As you reproduce every line below, keep it exactly as written and leave out the images.

Top of Data shown

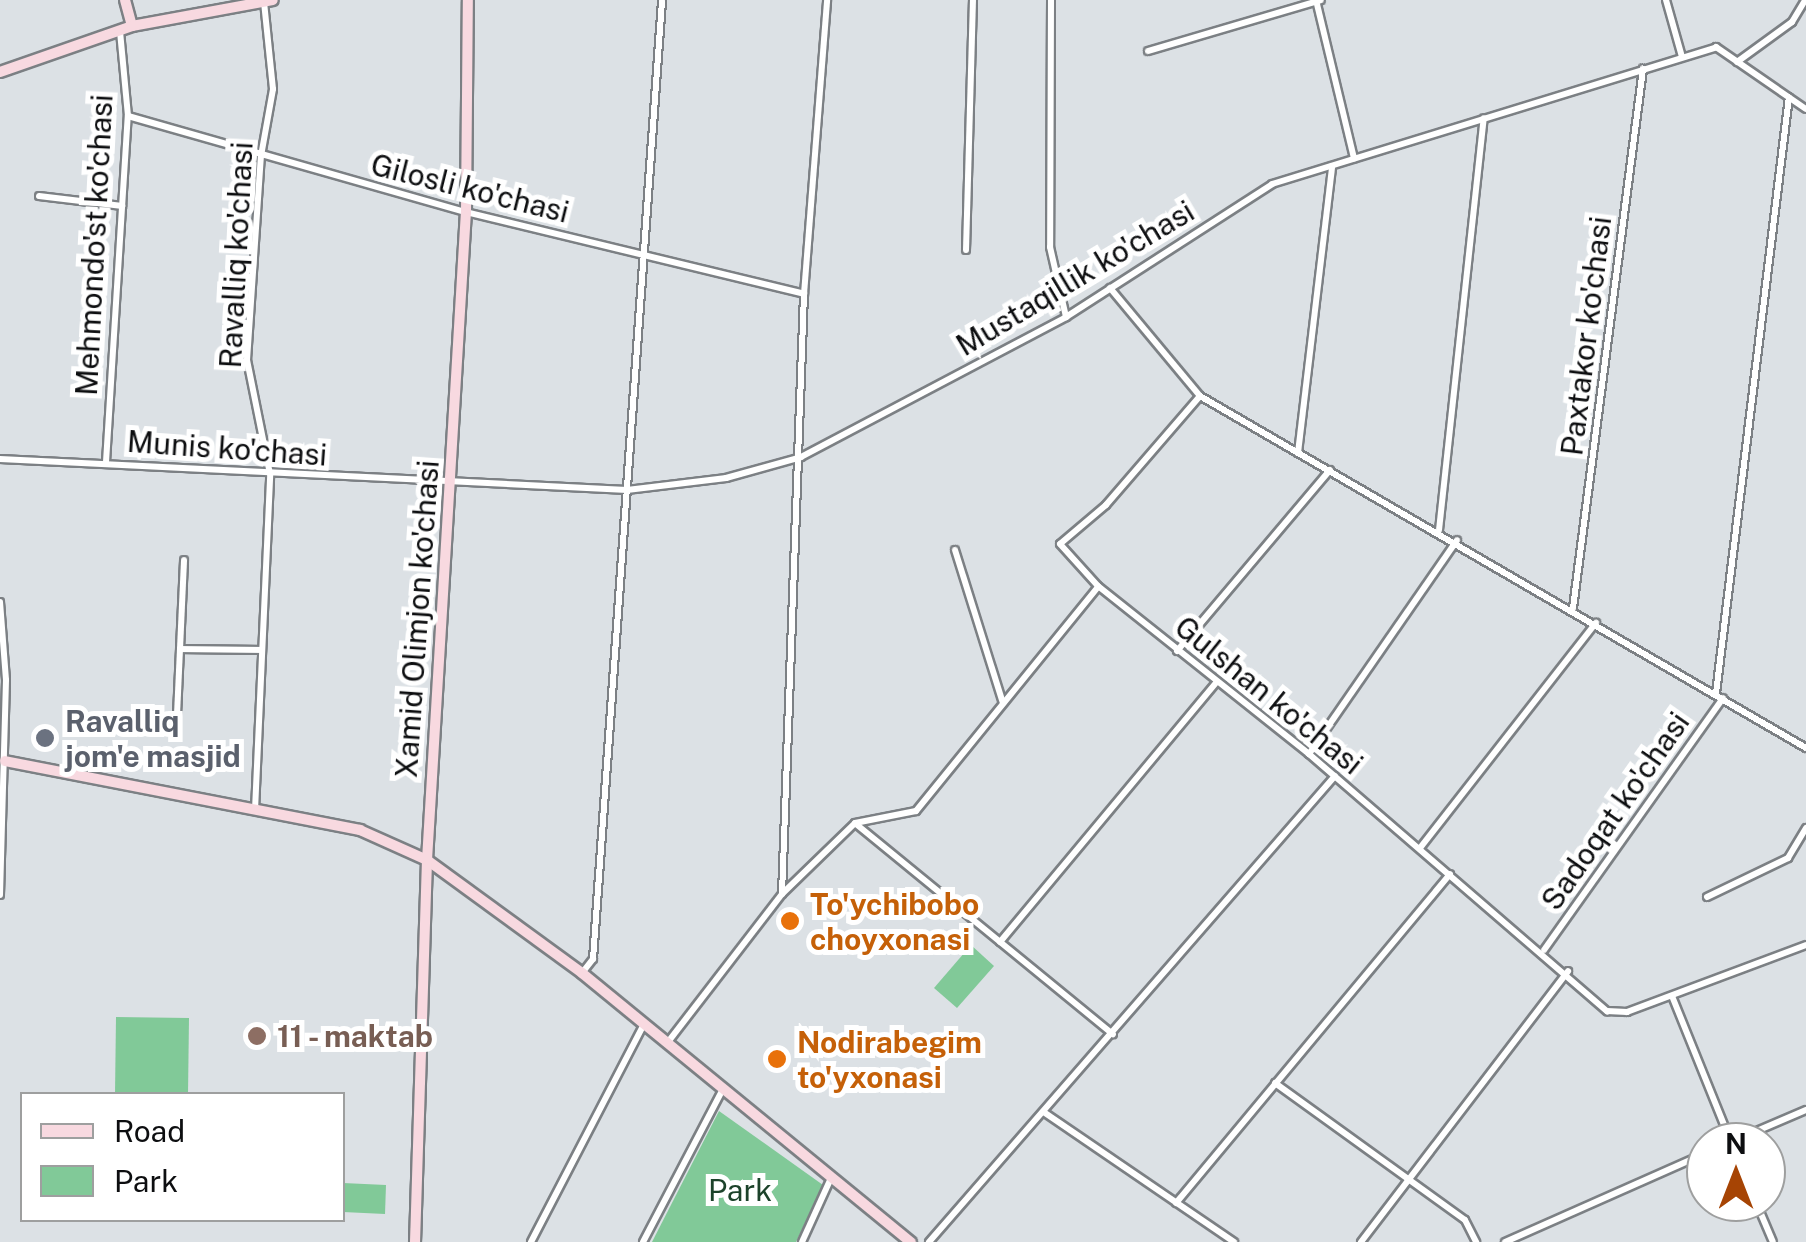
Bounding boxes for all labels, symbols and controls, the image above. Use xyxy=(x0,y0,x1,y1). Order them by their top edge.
street label: Mehmondo'st ko'chasi xyxy=(68,93,120,397)
street label: Ravalliq ko'chasi xyxy=(212,141,260,369)
street label: Gilosli ko'chasi xyxy=(367,146,573,230)
street label: Mustaqillik ko'chasi xyxy=(950,193,1200,363)
street label: Paxtakor ko'chasi xyxy=(1553,214,1619,458)
street label: Munis ko'chasi xyxy=(126,423,328,473)
street label: Xamid Olimjon ko'chasi xyxy=(388,459,446,779)
street label: Gulshan ko'chasi xyxy=(1168,608,1370,782)
place label: Ravalliq jom'e masjid xyxy=(65,703,241,774)
street label: Sadoqat ko'chasi xyxy=(1533,705,1697,917)
marker: Ravalliq jom'e masjid xyxy=(34,727,56,749)
place label: To'ychibobo choyxonasi xyxy=(810,886,979,956)
marker: To'ychibobo choyxonasi xyxy=(779,910,801,932)
place label: 11 - maktab xyxy=(277,1018,437,1054)
place label: Nodirabegim to'yxonasi xyxy=(797,1024,982,1094)
marker: 11 - maktab xyxy=(246,1025,268,1047)
marker: Nodirabegim to'yxonasi xyxy=(766,1048,788,1070)
legend xyxy=(20,1092,345,1222)
text: Road xyxy=(114,1113,185,1149)
north arrow xyxy=(1686,1122,1786,1222)
text: N xyxy=(1725,1127,1747,1160)
text: Park xyxy=(114,1163,178,1199)
park label: Park xyxy=(708,1172,772,1208)

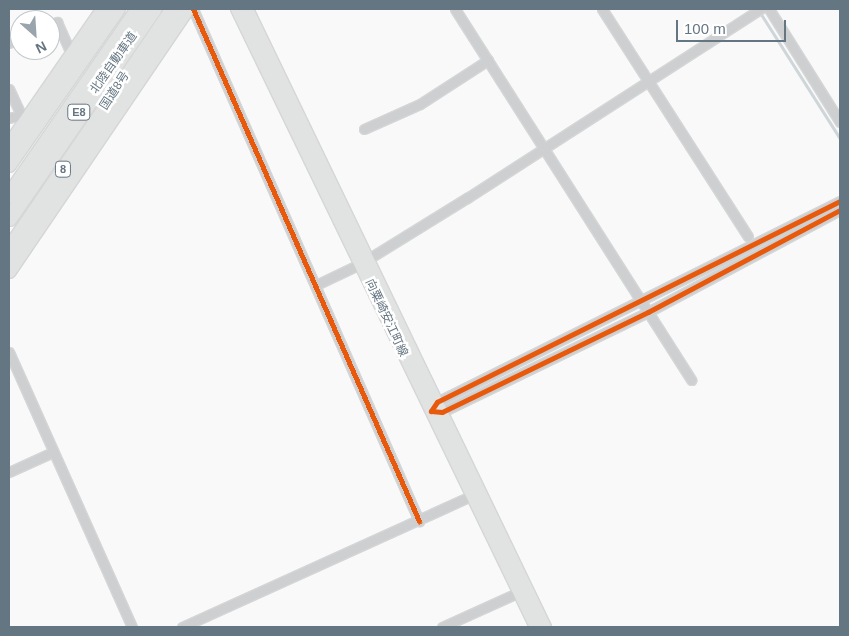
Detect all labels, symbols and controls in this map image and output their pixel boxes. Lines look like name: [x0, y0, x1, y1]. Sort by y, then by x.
north arrow: [10, 10, 60, 60]
scale bar: [679, 10, 789, 42]
text: 100 m: [684, 20, 726, 37]
street label: 北陸自動車道: [87, 29, 141, 97]
text: N: [33, 38, 49, 57]
street label: 国道8号: [97, 69, 133, 113]
road number: E8: [66, 104, 92, 120]
road number: 8: [54, 160, 72, 178]
street label: 向粟崎安江町線: [362, 277, 410, 359]

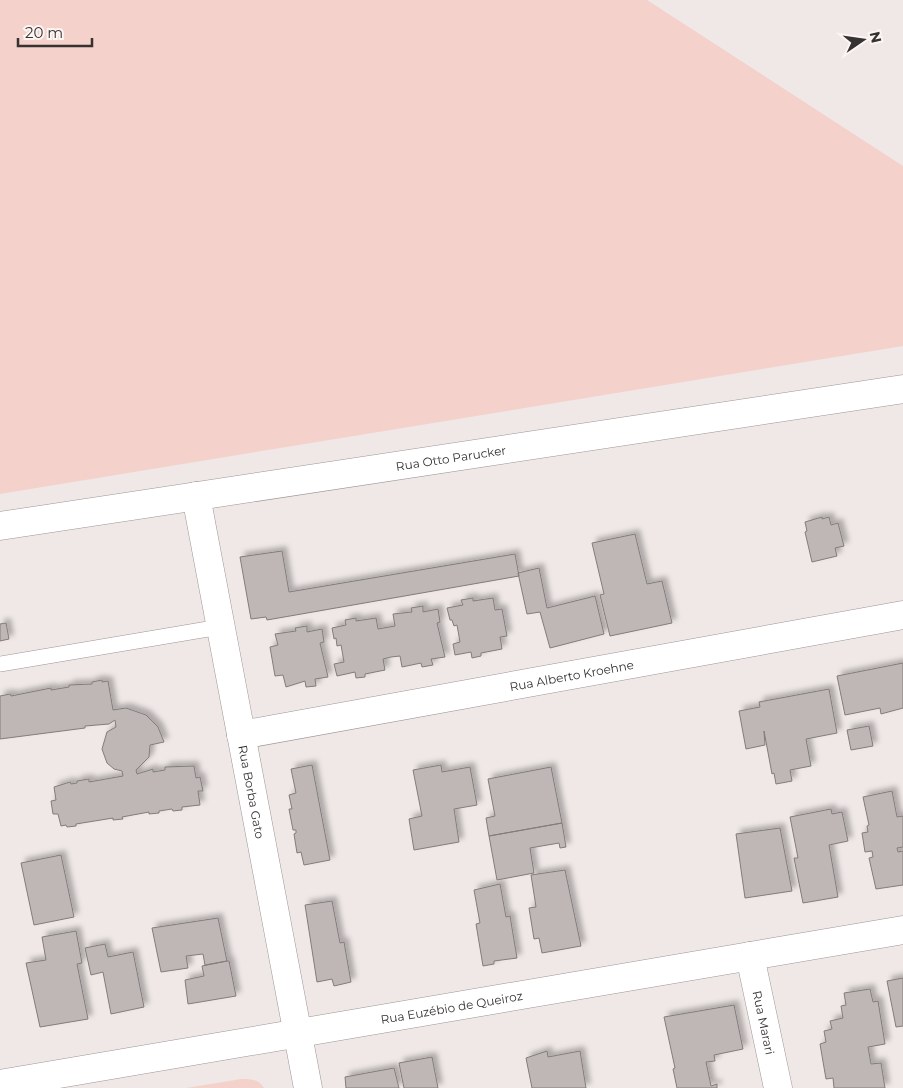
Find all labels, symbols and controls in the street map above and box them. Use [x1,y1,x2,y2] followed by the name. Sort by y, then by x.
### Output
[18,15,91,47] scale bar
[838,15,888,65] north arrow
[25,23,63,42] text: 20 m
[866,30,886,45] text: N
[395,442,507,473] street label: Rua Otto Parucker
[508,656,635,694] street label: Rua Alberto Kroehne
[236,744,268,840] street label: Rua Borba Gato
[379,988,524,1026] street label: Rua Euzébio de Queiroz
[750,989,778,1056] street label: Rua Marari

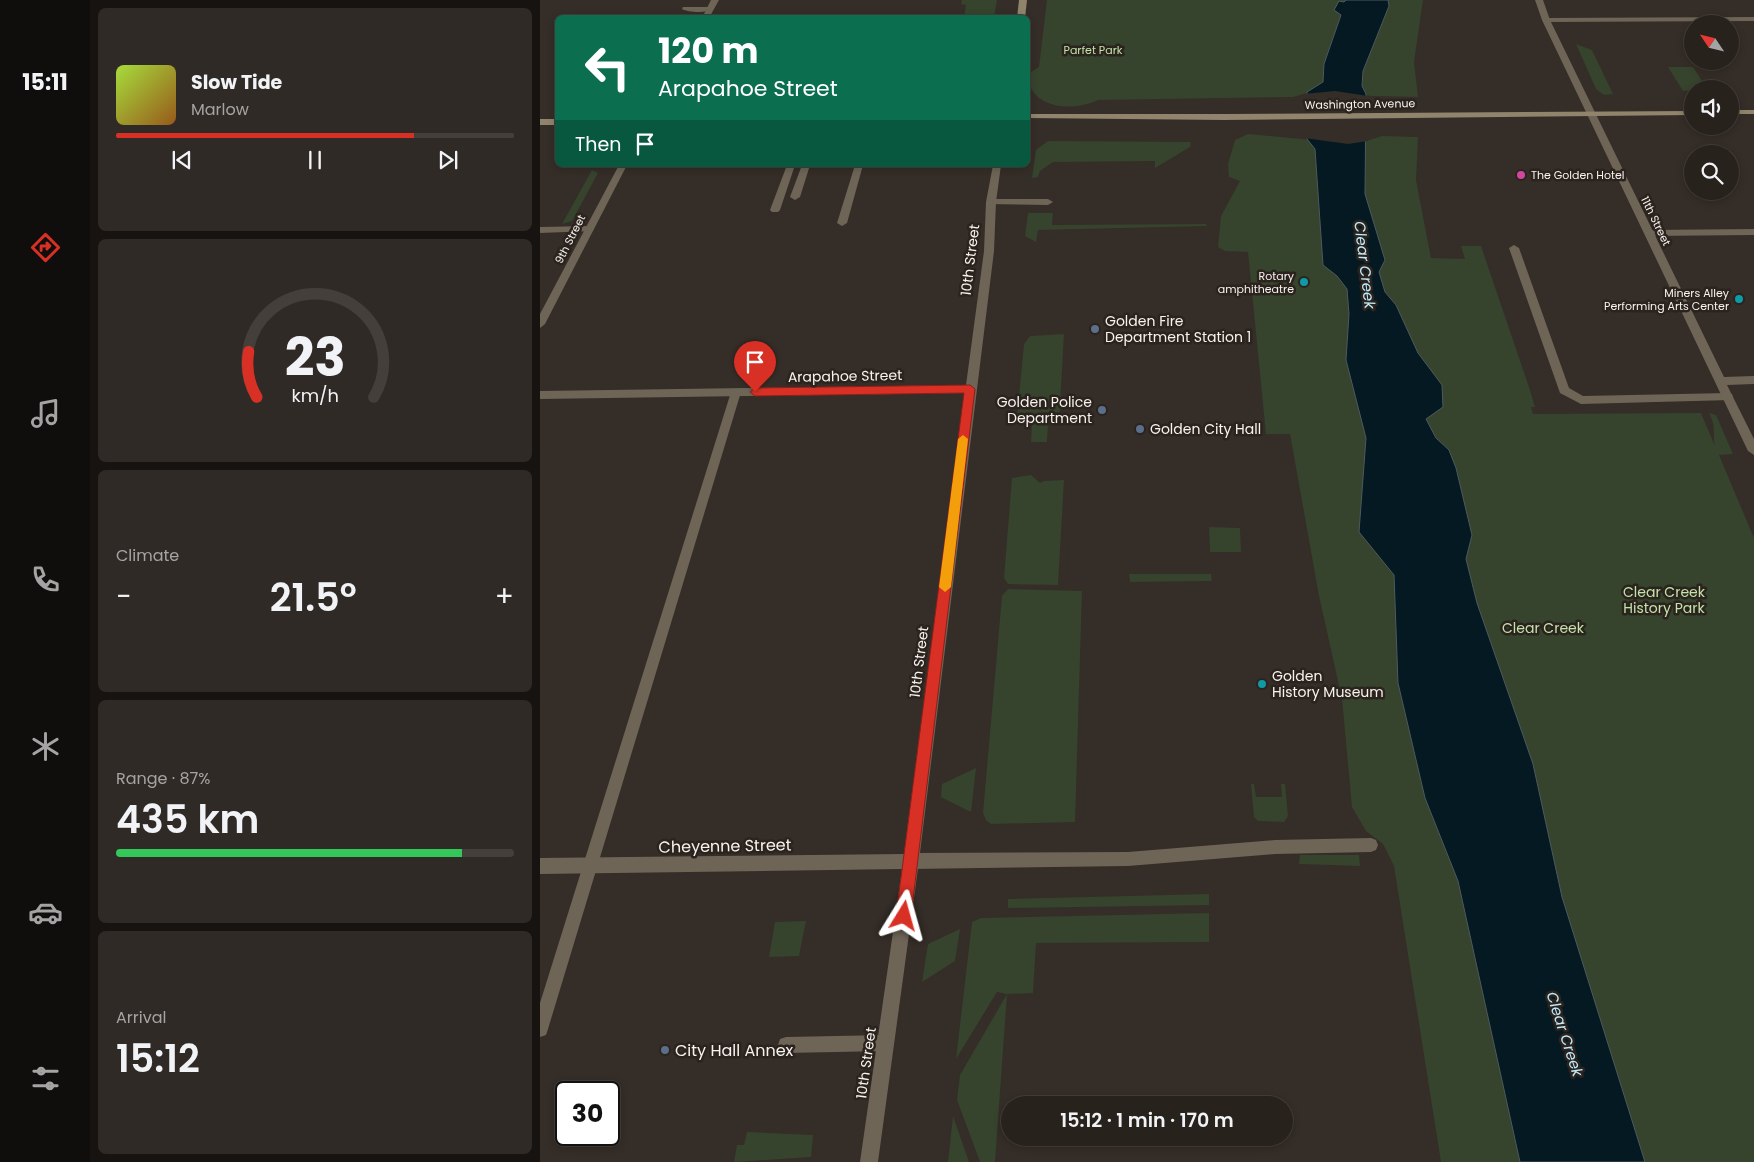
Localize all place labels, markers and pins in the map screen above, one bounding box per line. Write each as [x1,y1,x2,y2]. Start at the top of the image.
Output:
place label: The Golden Hotel [1531,167,1624,183]
marker: The Golden Hotel [1515,169,1527,181]
place label: Rotary amphitheatre [1218,268,1295,297]
marker: Rotary amphitheatre [1298,276,1310,288]
place label: Miners Alley Performing Arts Center [1604,285,1730,314]
marker: Miners Alley Performing Arts Center [1733,293,1745,305]
place label: Golden Fire Department Station 1 [1105,311,1251,347]
marker: Golden Fire Department Station 1 [1089,323,1101,335]
pin [734,341,776,392]
place label: Golden Police Department [997,392,1092,428]
marker: Golden Police Department [1096,404,1108,416]
place label: Golden City Hall [1150,419,1261,439]
marker: Golden City Hall [1134,423,1146,435]
place label: Golden History Museum [1272,666,1384,702]
marker: Golden History Museum [1256,678,1268,690]
place label: City Hall Annex [675,1039,794,1062]
marker: City Hall Annex [659,1044,671,1056]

Bottom of Data shown

◆ **Exercise answer**
Bounding boxes for all labels, symbols and controls, the image above. Use xyxy=(x0,y0,x1,y1). Order them by their top edge.
street label: Mehmondo'st ko'chasi xyxy=(68,93,120,397)
street label: Ravalliq ko'chasi xyxy=(212,141,260,369)
street label: Gilosli ko'chasi xyxy=(367,146,573,230)
street label: Mustaqillik ko'chasi xyxy=(950,193,1200,363)
street label: Paxtakor ko'chasi xyxy=(1553,214,1619,458)
street label: Munis ko'chasi xyxy=(126,423,328,473)
street label: Xamid Olimjon ko'chasi xyxy=(388,459,446,779)
street label: Gulshan ko'chasi xyxy=(1168,608,1370,782)
place label: Ravalliq jom'e masjid xyxy=(65,703,241,774)
street label: Sadoqat ko'chasi xyxy=(1533,705,1697,917)
marker: Ravalliq jom'e masjid xyxy=(34,727,56,749)
place label: To'ychibobo choyxonasi xyxy=(810,886,979,956)
marker: To'ychibobo choyxonasi xyxy=(779,910,801,932)
place label: 11 - maktab xyxy=(277,1018,437,1054)
place label: Nodirabegim to'yxonasi xyxy=(797,1024,982,1094)
marker: 11 - maktab xyxy=(246,1025,268,1047)
marker: Nodirabegim to'yxonasi xyxy=(766,1048,788,1070)
legend xyxy=(20,1092,345,1222)
text: Road xyxy=(114,1113,185,1149)
north arrow xyxy=(1686,1122,1786,1222)
text: N xyxy=(1725,1127,1747,1160)
text: Park xyxy=(114,1163,178,1199)
park label: Park xyxy=(708,1172,772,1208)

Detect all labels, symbols and controls in this map image and output their pixel boxes. Lines look like name: [x0, y0, x1, y1]. Sort by y, then by x.
north arrow: [10, 10, 60, 60]
scale bar: [679, 10, 789, 42]
text: 100 m: [684, 20, 726, 37]
street label: 北陸自動車道: [87, 29, 141, 97]
text: N: [33, 38, 49, 57]
street label: 国道8号: [97, 69, 133, 113]
road number: E8: [66, 104, 92, 120]
road number: 8: [54, 160, 72, 178]
street label: 向粟崎安江町線: [362, 277, 410, 359]

Find all labels, symbols and controls in the street map above and box them. Use [x1,y1,x2,y2] followed by the name. Sort by y, then by x.
### Output
[18,15,91,47] scale bar
[838,15,888,65] north arrow
[25,23,63,42] text: 20 m
[866,30,886,45] text: N
[395,442,507,473] street label: Rua Otto Parucker
[508,656,635,694] street label: Rua Alberto Kroehne
[236,744,268,840] street label: Rua Borba Gato
[379,988,524,1026] street label: Rua Euzébio de Queiroz
[750,989,778,1056] street label: Rua Marari

Localize all place labels, markers and pins in the map screen above, one bounding box per line. Write each as [x1,y1,x2,y2]. Start at the top of the image.
Output:
place label: The Golden Hotel [1531,167,1624,183]
marker: The Golden Hotel [1515,169,1527,181]
place label: Rotary amphitheatre [1218,268,1295,297]
marker: Rotary amphitheatre [1298,276,1310,288]
place label: Miners Alley Performing Arts Center [1604,285,1730,314]
marker: Miners Alley Performing Arts Center [1733,293,1745,305]
place label: Golden Fire Department Station 1 [1105,311,1251,347]
marker: Golden Fire Department Station 1 [1089,323,1101,335]
pin [734,341,776,392]
place label: Golden Police Department [997,392,1092,428]
marker: Golden Police Department [1096,404,1108,416]
place label: Golden City Hall [1150,419,1261,439]
marker: Golden City Hall [1134,423,1146,435]
place label: Golden History Museum [1272,666,1384,702]
marker: Golden History Museum [1256,678,1268,690]
place label: City Hall Annex [675,1039,794,1062]
marker: City Hall Annex [659,1044,671,1056]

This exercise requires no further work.